The pagoda rises seven stories and 40 meters above a monastery that has stood in some form since the second century. Built in 1330 during the Yuan dynasty, when Mongol rulers controlled all of China, the Pagoda of Bailin Temple in Zhao County, Hebei, embodies a particular paradox of conquest: the new rulers preserved and even celebrated the architectural traditions of the peoples they had subjugated. Its design follows the pagoda-building conventions of the Liao and Jin dynasties -- Khitan and Jurchen kingdoms that had ruled northern China before Kublai Khan swept them aside.
The pagoda stands on a stone foundation, its lower section formed by a brick sumeru pedestal adorned with two rows of intricate carvings. Musicians play instruments that were fashionable seven centuries ago. Celestial guardians maintain their vigil. Animals and peonies fill the remaining spaces in compositions that required extraordinary skill to execute in brick. The first story presents a facade of doors and windows framed by columns, rafters, and brackets -- architectural details rendered in masonry rather than timber, a deliberate mimicry that gives the structure the appearance of a wooden building frozen in stone. Above this ornamental ground floor, seven tiers of eaves step upward toward the sky, each slightly smaller than the one below, creating the tapering silhouette that defines Chinese pagoda architecture.
Bailin Temple -- the name means Cypress Forest Monastery -- predates the pagoda by more than a millennium. Founded in the second century as Guan Yin Monastery, it became one of the most important Chan Buddhist centers in northern China.
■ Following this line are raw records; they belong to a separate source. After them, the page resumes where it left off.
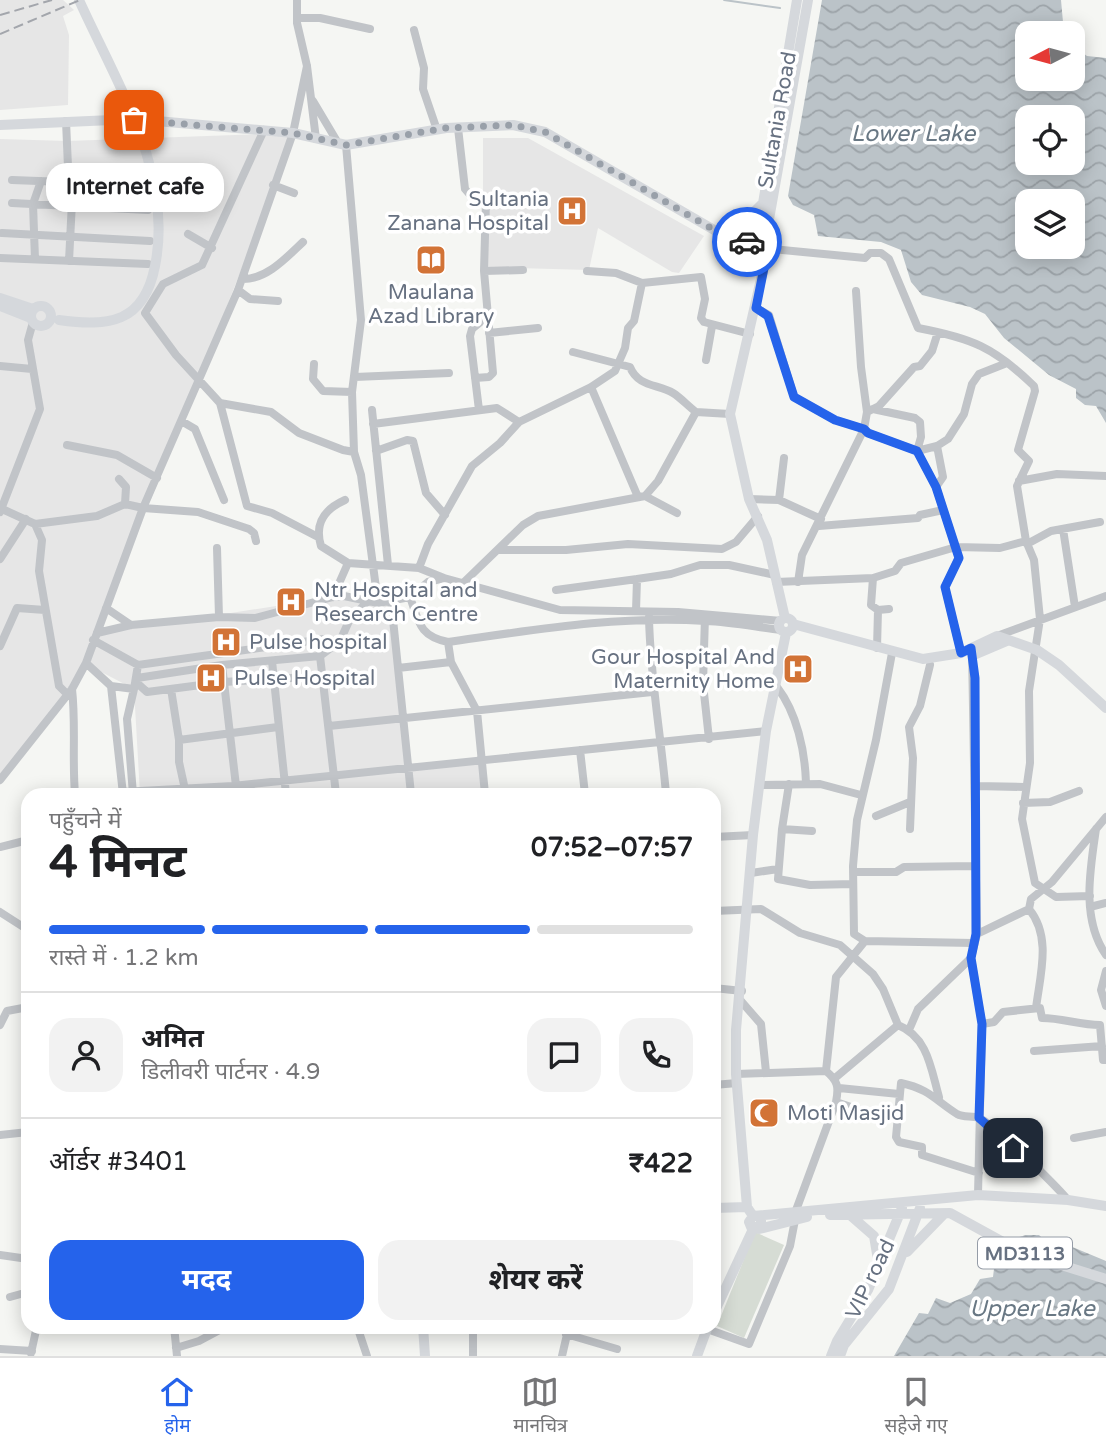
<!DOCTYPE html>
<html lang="hi">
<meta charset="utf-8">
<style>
body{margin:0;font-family:"Varela Round","Noto Sans Devanagari",sans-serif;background:#f2f2f2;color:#202124;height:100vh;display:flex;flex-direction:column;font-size:26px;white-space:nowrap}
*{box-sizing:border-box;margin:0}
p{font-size:23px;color:#757577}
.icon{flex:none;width:38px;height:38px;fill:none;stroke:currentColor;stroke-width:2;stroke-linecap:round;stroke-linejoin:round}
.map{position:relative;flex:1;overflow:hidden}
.details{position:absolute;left:21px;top:788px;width:700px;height:546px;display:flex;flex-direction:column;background:#fff;border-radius:21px;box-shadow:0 4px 18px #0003}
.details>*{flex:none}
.needle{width:46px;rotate:264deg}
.buttons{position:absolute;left:1015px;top:21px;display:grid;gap:14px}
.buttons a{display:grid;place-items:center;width:70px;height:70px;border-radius:14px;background:#fff;box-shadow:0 4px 18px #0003;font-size:35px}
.pin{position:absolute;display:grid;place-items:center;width:60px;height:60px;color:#fff;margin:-30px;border-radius:14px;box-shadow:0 4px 10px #0006}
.courier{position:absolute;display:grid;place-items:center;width:70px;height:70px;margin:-35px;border:5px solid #2563eb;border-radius:50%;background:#fff;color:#222;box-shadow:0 2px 9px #0007}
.bubble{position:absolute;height:49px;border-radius:21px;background:#fff;box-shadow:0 4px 18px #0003;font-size:23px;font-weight:700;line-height:49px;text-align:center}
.headline em{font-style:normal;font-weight:700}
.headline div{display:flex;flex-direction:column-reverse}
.headline{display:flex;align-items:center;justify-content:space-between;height:119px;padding:0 28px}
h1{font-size:46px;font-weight:700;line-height:52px}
.bar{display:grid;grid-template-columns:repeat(4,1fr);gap:10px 7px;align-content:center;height:84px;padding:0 28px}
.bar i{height:9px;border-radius:5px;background:#e0e0e0}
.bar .active{background:#2563eb}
.bar p{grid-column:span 4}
.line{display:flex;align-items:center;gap:18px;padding:0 28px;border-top:2px solid #e0e0e0}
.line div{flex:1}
.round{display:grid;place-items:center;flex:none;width:74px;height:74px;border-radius:21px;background:#f2f2f2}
.primary-button{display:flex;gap:14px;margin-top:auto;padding:14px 28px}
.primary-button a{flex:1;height:80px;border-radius:21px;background:#2563eb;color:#fff;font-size:28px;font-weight:700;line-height:80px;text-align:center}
.primary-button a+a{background:#f2f2f2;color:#202124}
.dock{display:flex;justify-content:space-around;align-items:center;height:98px;border-top:2px solid #e0e0e0;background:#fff;font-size:19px;color:#757577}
.dock a{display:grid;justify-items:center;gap:4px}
.dock .active{color:#2563eb}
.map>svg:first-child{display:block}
</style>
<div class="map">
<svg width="1106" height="1356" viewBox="0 0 1106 1356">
<defs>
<pattern id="water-waves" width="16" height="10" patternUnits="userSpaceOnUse" patternTransform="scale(1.75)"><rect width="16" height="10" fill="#bbc3c8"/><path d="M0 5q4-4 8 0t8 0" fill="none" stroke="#9ca3a8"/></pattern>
</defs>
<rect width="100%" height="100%" fill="#f5f6f3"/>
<path fill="#e6e6e6" d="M0 0H63L74 10 63 16 69 35 68 105 0 110Z
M295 133 98 634 333 597 391 600 408 764 483 761 486 794H140L134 689 86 664 0 785V139L67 141Z
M483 138H528L704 236 679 273 672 272 598 228 589 270 483 267Z"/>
<path fill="#d6dcd4" d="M755 1232 784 1245 744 1338 717 1326Z"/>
<path fill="url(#water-waves)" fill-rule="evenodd" d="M822 0H1061L1064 33H1027V79H1073V46L1087 56 1106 58V423L1096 406 1085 405 1076 398V389L1049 375 1004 338 985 314 970 307 922 295 911 282 901 250 881 242 818 236 814 215 793 205 788 196ZM1027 117H1073V163H1027ZM1027 201H1073V247H1027Z
M1026 1235H1039L1052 1247 1047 1250 1049 1256 1053 1255 1056 1265H1066L1070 1246 1106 1261V1356H894L919 1313 928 1314 936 1298 950 1303 971 1294 980 1279 993 1277 996 1252 1009 1240Z"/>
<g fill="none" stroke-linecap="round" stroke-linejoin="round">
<path stroke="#bbc3c8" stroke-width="2" d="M724 0 780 8"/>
<path stroke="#c1c4c8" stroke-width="8" d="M297 0V23L307 66 316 139
M297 18H320L370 29
M414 30 424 68 423 89 437 130
M313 101 338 143
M66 121 68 167 73 182 69 261
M458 128 465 189 471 196 486 200 484 271 493 373 489 377 475 378
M264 130 202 265 163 284 145 313 176 355 220 403 247 506 272 513 318 537
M346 145 361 320 352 392 354 452 361 475 378 603
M12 180 143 185
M273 185 294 193
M12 203 148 210
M106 207 108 183
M2 233 150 241
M188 234 212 248
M772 249 865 258 870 253H881L889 259 918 328C971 338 994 347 1034 386L1035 391 1018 450 1029 461 1017 486 1026 541 1034 560 1040 619 1029 691 1030 763 1022 819 1035 883 1056 897 1090 896
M0 258 148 264
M35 259 33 204 41 181
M484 271 523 270
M587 271 616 273 642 283 701 277 705 299 701 318 704 322 750 334
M242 279C266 280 286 258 303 242
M238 290 250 299 278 301
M856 291 861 367 867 412
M756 308 769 315 794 397 835 420 864 429 868 433 917 451 936 487 959 558 945 587 961 653
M489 333 538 328
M573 352 630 367C638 387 658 384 673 393 681 398 688 406 696 412
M706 360 712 326
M314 364 313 379 323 391 352 392
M0 366 32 369
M355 377 449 373
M591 387 638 497
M220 403 271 412 299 433 343 450 354 452
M873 409 915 418 920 422 921 437 917 451 937 446 948 439 964 414 972 384 979 374 1007 363
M372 410 388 565
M479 410 470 336 472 329 488 316
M183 422 195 429 224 500
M373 424 497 408 519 422
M67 445 117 455 157 478
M376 451 407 440 413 441 426 493 445 515
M119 479 126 487 125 504
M1019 481 1057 474 1106 476
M936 487 943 477 937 446
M645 496 677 513
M749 499 779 500 821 519
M345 500C325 509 314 523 321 546L348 563 419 568 444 578
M779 500 784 458
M0 508 35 524 97 516 125 504 143 508 198 512 249 529 254 533 256 541
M0 512 40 409 28 340 33 322
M35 524 42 540 39 571 59 686 67 694
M819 526 918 518 920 515 943 510
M1063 529 1075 607
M1027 544 1051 531 1100 522
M217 548 219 617
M498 550H566L628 544 722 549 736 542 758 516
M0 559 26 519
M419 568 428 544 472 466 500 443 519 422 591 387 615 371 625 348 628 328 634 321 642 283
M873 578 871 605 878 610 889 609
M776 582 873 578 895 571 901 563 956 547 1000 548 1026 541
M798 582 802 555 864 429 867 412 879 406 914 367 920 366 932 351 938 332
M461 585 523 525 538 516 645 496 658 481 696 412 730 414
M556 590 637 579
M333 597 348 563
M410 597C419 622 419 636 448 642 533 630 620 615 706 621 731 622 756 627 781 630
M391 600 411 794
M106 608 131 625
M636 611 637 579 671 574 700 565H729L775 575
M705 616 703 684 709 739
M649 617C650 677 661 735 666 794
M97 633 131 625 219 617 255 618 333 597 344 596 378 603 410 597 428 582 444 578 560 610 678 612 781 621
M997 636 1106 596
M93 640 138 665 324 639 340 641
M448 642 451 662 477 711 485 794
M0 646 17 608 45 610
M877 648 878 610
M972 651 977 934 971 958 982 1024 978 1195
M892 653 876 740 857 820 853 866 854 934 865 941 973 943
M320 656 336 794
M272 661 286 794
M86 663 111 686 123 794
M222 665 236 786
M398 668 451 662
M137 678 222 665 320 656 340 641 349 621 367 602
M137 683 147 692 224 682 322 676
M111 686 134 689 138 665
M777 687C797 713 805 751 806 783
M72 689C76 724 72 759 75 794
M171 689 179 740V762L186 794
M329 726 652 692
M179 740 278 727
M580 750 585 794
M0 780 72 689 86 663 143 508 238 290 293 133 307 66
M789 784 782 829 812 831
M759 785 820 784 861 795
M976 786 1024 787
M122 792 233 786 766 731
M133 794 127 719 134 689
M1023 803 1050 802 1079 791
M876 816 910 802
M782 829 778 879 810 885 853 884
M910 829 913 758 909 727 920 706 930 665
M1096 829C1090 870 1081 919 1106 955
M714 837 753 835
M0 847 28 840
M853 872H896L904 867 974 866
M751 873 778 869
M1090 907 1106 903
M1029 909C1052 937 1040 975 1036 1008
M714 911 761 909 800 933 840 945 873 974 883 989 898 1025C928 1037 931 1069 939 1097
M0 912 28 930
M977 934 1029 909 1031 899 1052 882 1106 817
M1106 971 1101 990 1106 1006
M714 988 742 991
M740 1000 761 1024 766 1072
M982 1024 994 1022 1003 1012 1040 1008 1042 1018C1062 1018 1080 1025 1100 1025L1103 1060H1106
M0 1025 7 1011 28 1007
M909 1030 918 1009 971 958
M1034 1051 1102 1046
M826 1071 836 977 865 941
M736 1074 826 1071C838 1081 839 1087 836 1102L795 1213
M835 1078 898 1025
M714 1085 737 1083
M839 1088 899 1094
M836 1102 866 1112 897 1116
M0 1135 28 1132
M1074 1138 1106 1132
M979 1173 922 1155V1147L899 1142 896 1137 901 1083C929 1089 935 1100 957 1114 964 1118 972 1115 979 1118 993 1123 1055 1185 1068 1200
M0 1255 28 1259
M10 1297 28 1292
M174 1326 177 1356
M357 1326 367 1356
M473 1326V1356
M707 1329 749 1344 790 1246 795 1220
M566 1334 617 1349
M176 1348 199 1341 227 1326
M0 1349 32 1351
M31 1353 37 1326
M562 1356 569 1326"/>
<path stroke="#d5d8dc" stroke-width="10" d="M0 125 134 119 293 133 346 145 446 128 513 125 545 132 728 238 755 244
M766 236 808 0
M755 245a9 9 0 1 1 18 0a9 9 0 1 1-18 0Z
M728 238 763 203
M757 239 797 0
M767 253 730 414 749 499 767 540 785 618
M0 298 33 309
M0 306 31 318
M31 316a10 10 0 1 1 20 0a10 10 0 1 1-20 0Z
M59 320C109 327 144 323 155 266 174 173 116 82 79 0
M779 625a7 7 0 1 1 14 0a7 7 0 1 1-14 0Z
M793 624 923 659 961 653 997 636 1037 650 1059 665 1106 708
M974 655 1007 641
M714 1208 747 1207
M830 1215 950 1213 1023 1253 1106 1279
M850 1215 874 1236 878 1260
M753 1216 747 1207 736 1074V1030L753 835 766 731 786 633
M761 1217V1227H751L749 1222 753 1216 978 1195 1068 1200 1106 1206
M759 1229 807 1217
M907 1252 944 1214
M714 1313 753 1229
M423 1326 425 1356
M697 1356 708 1326
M831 1356 837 1341 868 1290 902 1208
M840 1356 844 1345 889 1289 920 1208"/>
<path stroke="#a3a6ac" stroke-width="2" stroke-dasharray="10 5" stroke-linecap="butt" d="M0 15 52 0
M0 34 80 0"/>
</g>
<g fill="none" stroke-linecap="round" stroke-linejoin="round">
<path stroke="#99a0a9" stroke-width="7" stroke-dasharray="0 12.6" d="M134 120 293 133 346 145 446 128 513 125 545 132 728 238 747 242"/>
<path stroke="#2563eb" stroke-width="9" d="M747 242 755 244 760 252 767 253 756 308 768 316 794 397 835 420 864 429 868 433 917 451 936 487 959 558 945 587 961 653 971 648 975 678 976 934 971 958 982 1024 979 1118 1013 1148"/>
</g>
<defs>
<g id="hospital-square" transform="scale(1.575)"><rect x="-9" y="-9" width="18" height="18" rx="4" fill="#d27336" stroke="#fff"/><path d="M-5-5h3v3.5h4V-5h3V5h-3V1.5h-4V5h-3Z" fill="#fff"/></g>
<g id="library-square" transform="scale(1.575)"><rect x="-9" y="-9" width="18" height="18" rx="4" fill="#d27336" stroke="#fff"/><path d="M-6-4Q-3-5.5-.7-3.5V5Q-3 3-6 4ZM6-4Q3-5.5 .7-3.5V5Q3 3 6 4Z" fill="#fff"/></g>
<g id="mosque-square" transform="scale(1.575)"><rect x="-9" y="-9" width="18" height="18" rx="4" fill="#d27336" stroke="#fff"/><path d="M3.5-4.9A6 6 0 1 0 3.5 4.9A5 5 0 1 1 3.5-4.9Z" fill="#fff"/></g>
</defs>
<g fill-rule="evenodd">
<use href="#hospital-square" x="572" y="211"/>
<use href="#library-square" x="431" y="260"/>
<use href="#hospital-square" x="291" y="602"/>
<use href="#hospital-square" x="226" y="642"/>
<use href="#hospital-square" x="798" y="669"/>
<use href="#hospital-square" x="211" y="678"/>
<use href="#mosque-square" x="764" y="1113"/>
</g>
<g text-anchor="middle" stroke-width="7" stroke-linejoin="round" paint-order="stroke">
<rect fill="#fff" stroke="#959ca7" stroke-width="2" x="978" y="1237.5" width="94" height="31" rx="5"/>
<g font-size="19" font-weight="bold" fill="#677181">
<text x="1025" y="1260">MD3113</text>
</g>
<g font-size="21" fill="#677181" stroke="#fff">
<text transform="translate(777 120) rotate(-80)" y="7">Sultania Road</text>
<text transform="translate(870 1279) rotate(-64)" y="7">VIP road</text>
</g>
<g font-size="21" fill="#677181" stroke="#fff" text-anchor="start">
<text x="549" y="206" text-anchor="end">Sultania<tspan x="549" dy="24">Zanana Hospital</tspan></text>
<text x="431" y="299" text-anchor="middle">Maulana<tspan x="431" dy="24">Azad Library</tspan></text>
<text x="314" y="597">Ntr Hospital and<tspan x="314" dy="24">Research Centre</tspan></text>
<text x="249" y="649">Pulse hospital</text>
<text x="775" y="664" text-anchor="end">Gour Hospital And<tspan x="775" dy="24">Maternity Home</tspan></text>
<text x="234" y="685">Pulse Hospital</text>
<text x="787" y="1120">Moti Masjid</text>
</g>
<g font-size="23" font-style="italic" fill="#697884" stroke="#fff">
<text x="913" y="141">Lower Lake</text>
<text x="1032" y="1316">Upper Lake</text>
</g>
</g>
</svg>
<div class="buttons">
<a><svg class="needle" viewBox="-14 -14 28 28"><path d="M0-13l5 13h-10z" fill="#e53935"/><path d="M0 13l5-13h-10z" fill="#757577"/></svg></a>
<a><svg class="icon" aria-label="locate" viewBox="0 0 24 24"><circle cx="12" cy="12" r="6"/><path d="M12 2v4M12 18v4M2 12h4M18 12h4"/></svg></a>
<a><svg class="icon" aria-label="layers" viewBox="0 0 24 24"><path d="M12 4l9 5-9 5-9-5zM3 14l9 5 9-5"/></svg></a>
</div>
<div class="pin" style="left:134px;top:120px;background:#ea580c"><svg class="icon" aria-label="bag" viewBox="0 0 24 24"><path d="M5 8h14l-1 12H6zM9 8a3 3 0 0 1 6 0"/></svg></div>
<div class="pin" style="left:1013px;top:1148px;background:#1f2937"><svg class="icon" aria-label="home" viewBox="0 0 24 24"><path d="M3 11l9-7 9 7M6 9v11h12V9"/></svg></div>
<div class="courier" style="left:747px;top:242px"><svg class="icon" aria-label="car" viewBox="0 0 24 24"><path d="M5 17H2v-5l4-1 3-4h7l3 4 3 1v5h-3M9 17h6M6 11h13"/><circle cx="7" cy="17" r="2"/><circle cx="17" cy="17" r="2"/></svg></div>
<div class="bubble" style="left:46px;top:163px;width:178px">Internet cafe</div>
<section class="details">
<div class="headline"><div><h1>4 मिनट</h1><p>पहुँचने में</p></div><em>07:52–07:57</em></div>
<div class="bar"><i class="active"></i><i class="active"></i><i class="active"></i><i></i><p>रास्ते में · 1.2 km</p></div>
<div class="line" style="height:126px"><a class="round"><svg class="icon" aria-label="person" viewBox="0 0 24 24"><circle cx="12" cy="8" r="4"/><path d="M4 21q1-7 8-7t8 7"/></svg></a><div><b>अमित</b><p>डिलीवरी पार्टनर · 4.9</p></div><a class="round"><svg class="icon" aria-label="chat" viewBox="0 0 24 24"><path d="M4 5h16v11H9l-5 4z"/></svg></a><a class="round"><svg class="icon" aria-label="phone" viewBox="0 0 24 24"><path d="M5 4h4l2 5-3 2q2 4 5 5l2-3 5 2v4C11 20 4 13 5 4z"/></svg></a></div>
<div class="line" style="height:91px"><div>ऑर्डर #3401</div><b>₹422</b></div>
<div class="primary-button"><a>मदद</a><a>शेयर करें</a></div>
</section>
</div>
<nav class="dock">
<a class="active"><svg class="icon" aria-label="home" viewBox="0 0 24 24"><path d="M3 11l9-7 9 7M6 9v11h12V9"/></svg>होम</a>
<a><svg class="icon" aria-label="map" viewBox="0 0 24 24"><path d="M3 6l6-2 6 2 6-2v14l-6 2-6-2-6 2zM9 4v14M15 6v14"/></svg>मानचित्र</a>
<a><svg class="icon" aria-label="saved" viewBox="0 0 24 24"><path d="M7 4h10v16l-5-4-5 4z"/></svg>सहेजे गए</a>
</nav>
Its most celebrated abbot was the Tang dynasty Chan master Zhaozhou Congshen, known in Japanese Zen tradition as Joshu, whose koans remain central to Zen practice worldwide. The monastery's spiritual lineage traces an unbroken chain from Bodhidharma, the legendary founder of Chan Buddhism, through dozens of masters spanning nearly two millennia. In the modern era, the temple has embraced the Humanistic Buddhism movement championed by the reformer Taixu, connecting ancient contemplative traditions to contemporary social engagement.
The Yuan dynasty that commissioned the pagoda in 1330 was not Chinese. The Mongol rulers who built it favored Tibetan Buddhism over the Chan tradition practiced at Bailin Temple, yet they chose to honor the monastery with a pagoda designed in the style of the Liao and Jin dynasties -- themselves non-Chinese kingdoms that had ruled the north before the Mongol conquest. The Liao were Khitan, the Jin were Jurchen, and each had developed distinctive pagoda traditions that blended Central Asian and Chinese influences. Emperor Wenzong of Yuan, who reigned when the pagoda was constructed, presided over a cosmopolitan empire that stretched from Korea to Hungary. In this context, building a pagoda that honored the architectural legacy of previous northern dynasties was both a gesture of cultural stewardship and a statement of imperial continuity.
Zhao County sits on the flat agricultural expanse of the North China Plain, southeast of Shijiazhuang. In this landscape of low horizons and broad skies, the 40-meter pagoda commands attention from a considerable distance, its octagonal profile breaking the flatness of the terrain. The county is also home to the famous Anji Bridge, making this modest stretch of Hebei an unexpectedly dense concentration of ancient architectural achievement. From the air, the pagoda's octagonal footprint and tiered eaves are distinctive, a vertical accent in a horizontal world. The monastery grounds surrounding it preserve the quiet that has drawn monks and pilgrims here since the Han dynasty, a continuity of spiritual purpose that the pagoda, for all its stone and brick solidity, merely commemorates.
Located at 37.75N, 114.78E in Zhao County, Hebei Province, on the flat North China Plain. The 40-meter pagoda is a vertical landmark visible from distance in flat terrain. Nearest major airport is Shijiazhuang Zhengding International (ZBSJ), approximately 55 km to the northwest. Best viewed at 2,000-3,000 feet AGL. Nearby Anji Bridge (Zhaozhou Bridge) is also visible.